You may wonder how logical structures such as relational view structures can be referenced under their root node before the root node is accessed. In other words, how is the lower level link point
available before its root is accessed (the cart before the horse). It is not generally known, but the Outer Join syntax allows view execution nesting to occur. This is controlled by the placement
of the ON clause. If the occurrence of an ON clause is delayed, its matching join operation execution is stacked until its matching ON clause is encountered. For example, as in A Left Join (B
Left Join C ON B=C) ON A=C where the expanded lower level view is represented in the parentheses which are optional. This insertion of another ON clause allows the A=C ON clause condition to
be deferred until table C had been accessed by the nested outer join. This happens automatically when the lower level structure view is expanded, causing the lower level structure to be
materialized before being joined to the proceeding structure or table (node table A in this SQL example). This operation was introduced as an automatic way to protect against side effects of views.
While this ability to link to the lower level structure based on a non root naturally exists in SQL, this capability is a very useful operation.
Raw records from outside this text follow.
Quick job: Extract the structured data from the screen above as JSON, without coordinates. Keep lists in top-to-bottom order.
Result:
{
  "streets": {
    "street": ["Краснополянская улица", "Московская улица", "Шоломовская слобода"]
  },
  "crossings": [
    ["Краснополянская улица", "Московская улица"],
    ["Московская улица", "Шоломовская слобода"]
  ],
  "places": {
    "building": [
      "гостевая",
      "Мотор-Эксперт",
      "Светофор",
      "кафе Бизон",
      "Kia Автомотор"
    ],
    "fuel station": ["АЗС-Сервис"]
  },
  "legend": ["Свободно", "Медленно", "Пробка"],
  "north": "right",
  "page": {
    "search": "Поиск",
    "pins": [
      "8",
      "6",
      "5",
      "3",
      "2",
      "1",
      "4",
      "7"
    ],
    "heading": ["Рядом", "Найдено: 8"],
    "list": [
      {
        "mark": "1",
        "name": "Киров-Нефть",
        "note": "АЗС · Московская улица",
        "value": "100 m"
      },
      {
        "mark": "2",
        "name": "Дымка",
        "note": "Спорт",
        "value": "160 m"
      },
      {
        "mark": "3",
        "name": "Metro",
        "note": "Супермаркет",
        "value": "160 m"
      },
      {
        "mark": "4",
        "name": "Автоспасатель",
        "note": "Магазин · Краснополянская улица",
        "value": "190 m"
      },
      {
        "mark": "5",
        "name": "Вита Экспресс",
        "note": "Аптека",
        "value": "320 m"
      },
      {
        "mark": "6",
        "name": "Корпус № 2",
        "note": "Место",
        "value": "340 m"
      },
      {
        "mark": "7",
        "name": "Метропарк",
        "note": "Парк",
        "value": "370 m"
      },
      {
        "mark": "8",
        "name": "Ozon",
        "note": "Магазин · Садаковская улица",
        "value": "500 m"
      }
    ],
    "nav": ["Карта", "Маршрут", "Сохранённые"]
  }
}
Its semantics are generically applicable to
hierarchical data modeling in general, even outside of SQL. Another point to note is that hierarchical structure semantics are independent of their structure implementation.
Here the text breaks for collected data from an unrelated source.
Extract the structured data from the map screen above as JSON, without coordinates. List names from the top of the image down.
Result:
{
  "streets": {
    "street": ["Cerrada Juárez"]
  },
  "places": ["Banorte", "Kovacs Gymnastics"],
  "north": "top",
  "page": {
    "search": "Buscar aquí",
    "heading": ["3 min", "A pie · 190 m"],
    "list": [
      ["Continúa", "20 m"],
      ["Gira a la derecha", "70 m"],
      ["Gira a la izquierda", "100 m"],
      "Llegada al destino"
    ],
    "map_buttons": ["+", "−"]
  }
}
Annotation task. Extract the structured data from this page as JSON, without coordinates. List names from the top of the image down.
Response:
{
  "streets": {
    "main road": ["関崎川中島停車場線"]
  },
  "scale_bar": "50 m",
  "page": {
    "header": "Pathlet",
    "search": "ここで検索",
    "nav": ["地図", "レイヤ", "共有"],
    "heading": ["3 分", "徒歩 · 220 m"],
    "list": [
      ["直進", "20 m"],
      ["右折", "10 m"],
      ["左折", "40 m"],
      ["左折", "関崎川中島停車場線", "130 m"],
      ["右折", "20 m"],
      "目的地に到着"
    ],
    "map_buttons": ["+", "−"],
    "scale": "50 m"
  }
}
From what has been shown, you can see that ANSI SQL data modeling and structure processing is complete, flexible, powerful, and capable of processing XML seamlessly and transparently while greatly
limiting the need for XML centric syntax. This is because XML and SQL are integrated at a full hierarchical level utilizing SQL’s inherent and powerful hierarchical processing capability.
There are also no unnecessary limitations to the hierarchical processing, it is very orthogonal allowing hierarchical processing to be applied consistently and seamlessly across all of SQL
processing. The hierarchical processing and therefore XML processing can be fully performed non-procedurally and dynamically. Other SQL/XML standards approaches are XML centric and procedural
making programming required and ad hoc use not possible.
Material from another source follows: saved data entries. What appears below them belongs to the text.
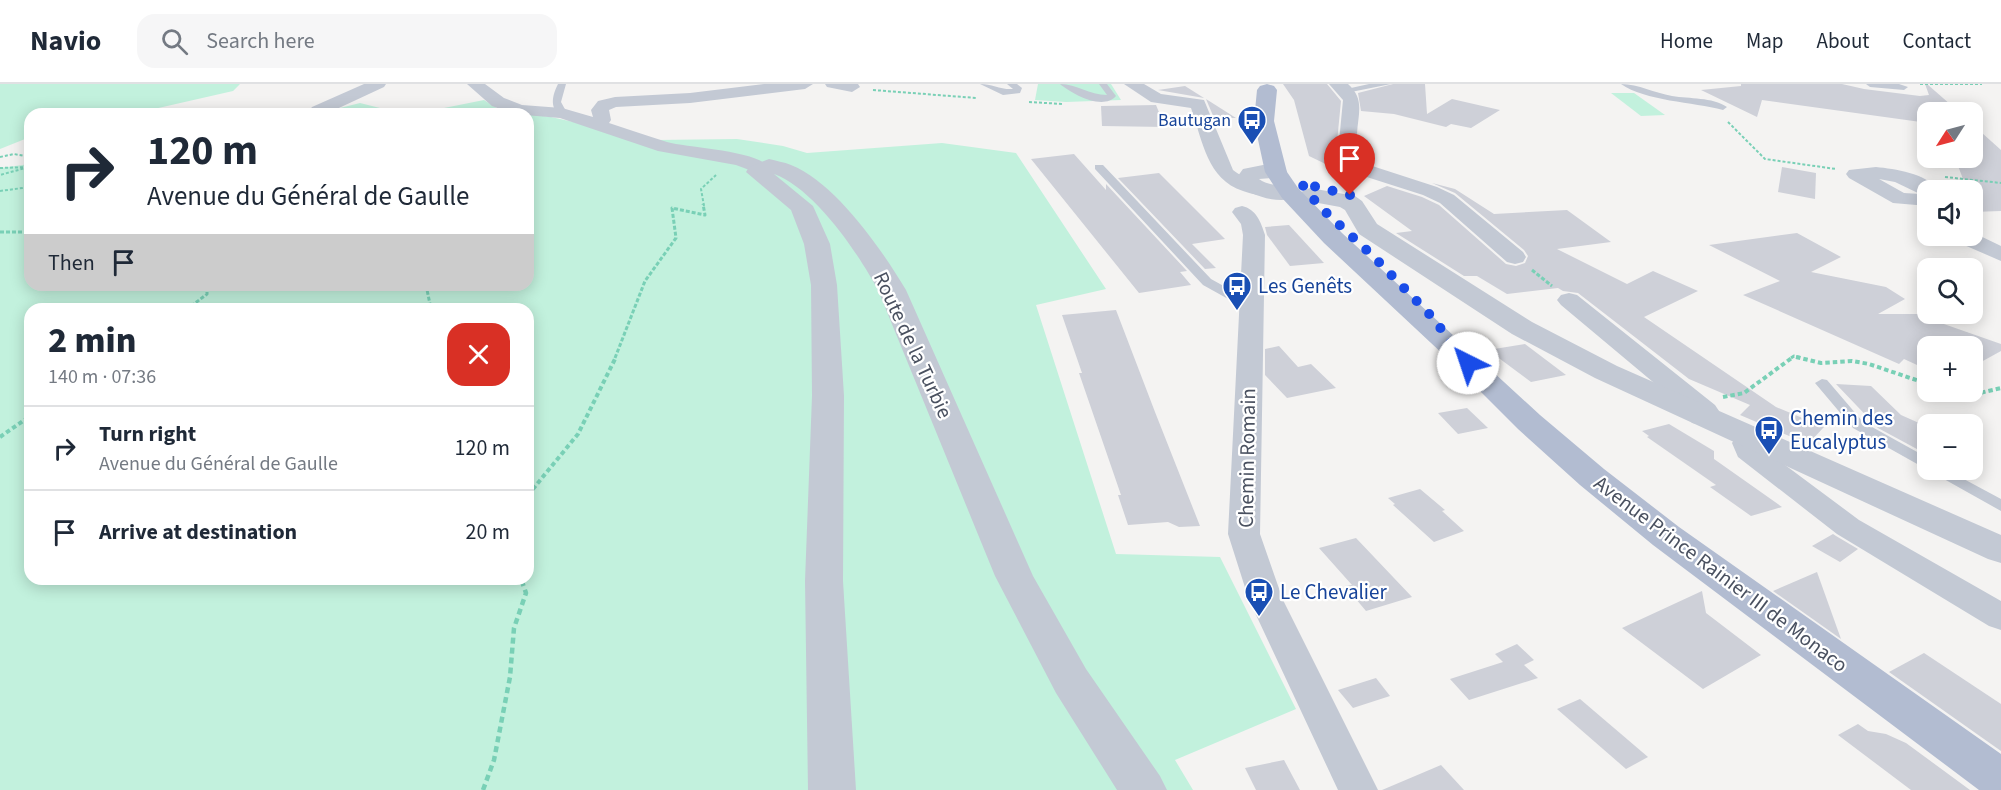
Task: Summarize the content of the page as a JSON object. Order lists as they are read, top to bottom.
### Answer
{
  "streets": {
    "main road": ["Avenue Prince Rainier III de Monaco"],
    "street": ["Route de la Turbie", "Chemin Romain"]
  },
  "places": {
    "bus stop": [
      "Bautugan",
      "Les Genêts",
      "Chemin des Eucalyptus",
      "Le Chevalier"
    ]
  },
  "north": "bottom left",
  "page": {
    "header": "Navio",
    "search": "Search here",
    "nav": [
      "Home",
      "Map",
      "About",
      "Contact"
    ],
    "map_buttons": ["+", "−"],
    "turn": ["120 m", "Avenue du Général de Gaulle"],
    "then": "Then",
    "heading": ["2 min", "140 m · 07:36"],
    "list": [
      {
        "name": "Turn right",
        "note": "Avenue du Général de Gaulle",
        "value": "120 m"
      },
      {
        "name": "Arrive at destination",
        "value": "20 m"
      }
    ]
  }
}
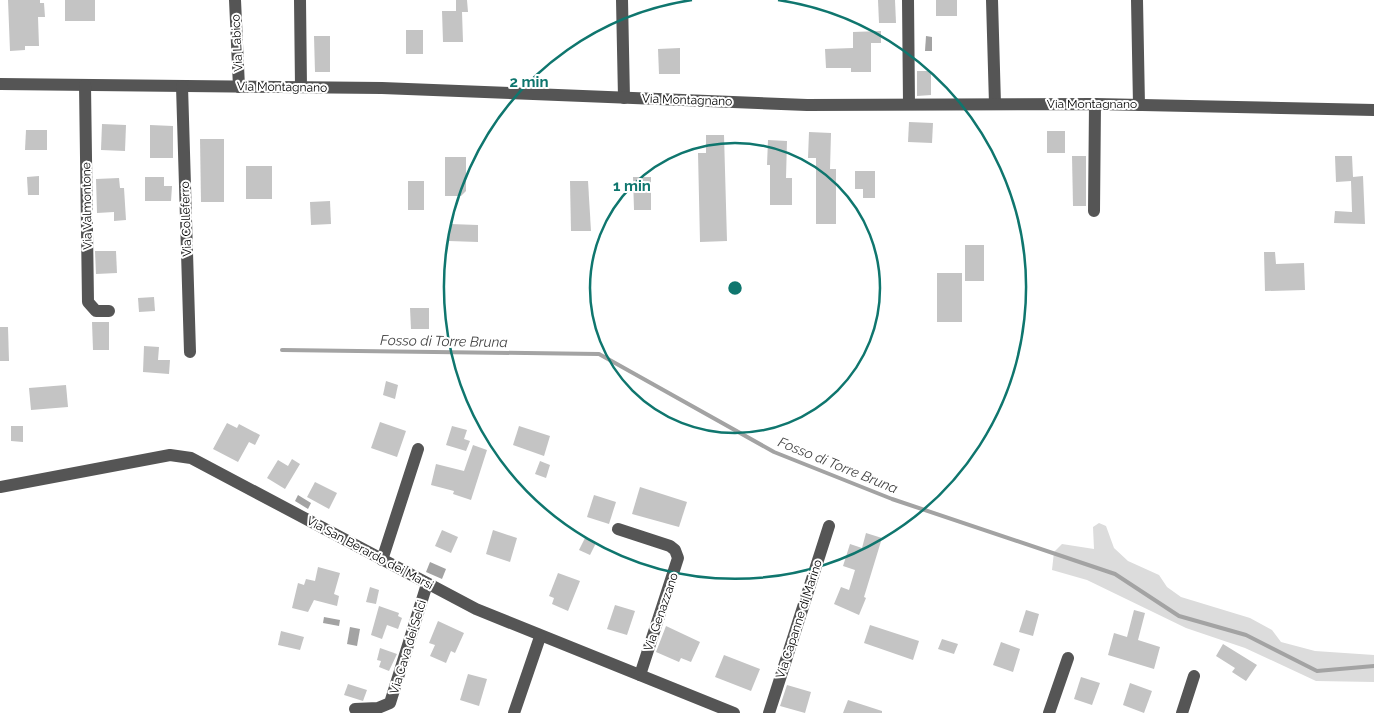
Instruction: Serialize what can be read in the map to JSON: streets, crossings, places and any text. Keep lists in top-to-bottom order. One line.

With hierarchical processing, the hierarchical results are also valid ANSI SQL. The results were created naturally within ANSI SQL and its inherent hierarchical processing. This is not another
proprietary or SQL/XML standard put forth. This is a way XML can be integrated naturally today in ANSI SQL because hierarchical processing is an inherent subset of relational processing. This also
means that relational and legacy data sources can also be integrated in the same seamless and unified way. Relational and legacy data can also perform the advanced hierarchical capabilities, node
promotion and fragment processing, introduced by XML because these capabilities are standard hierarchical capabilities. More of these naturally supported advanced XML hierarchical capabilities,
such as structure transformation, variable structures, and logical network structures will be described in Part 2 of this article.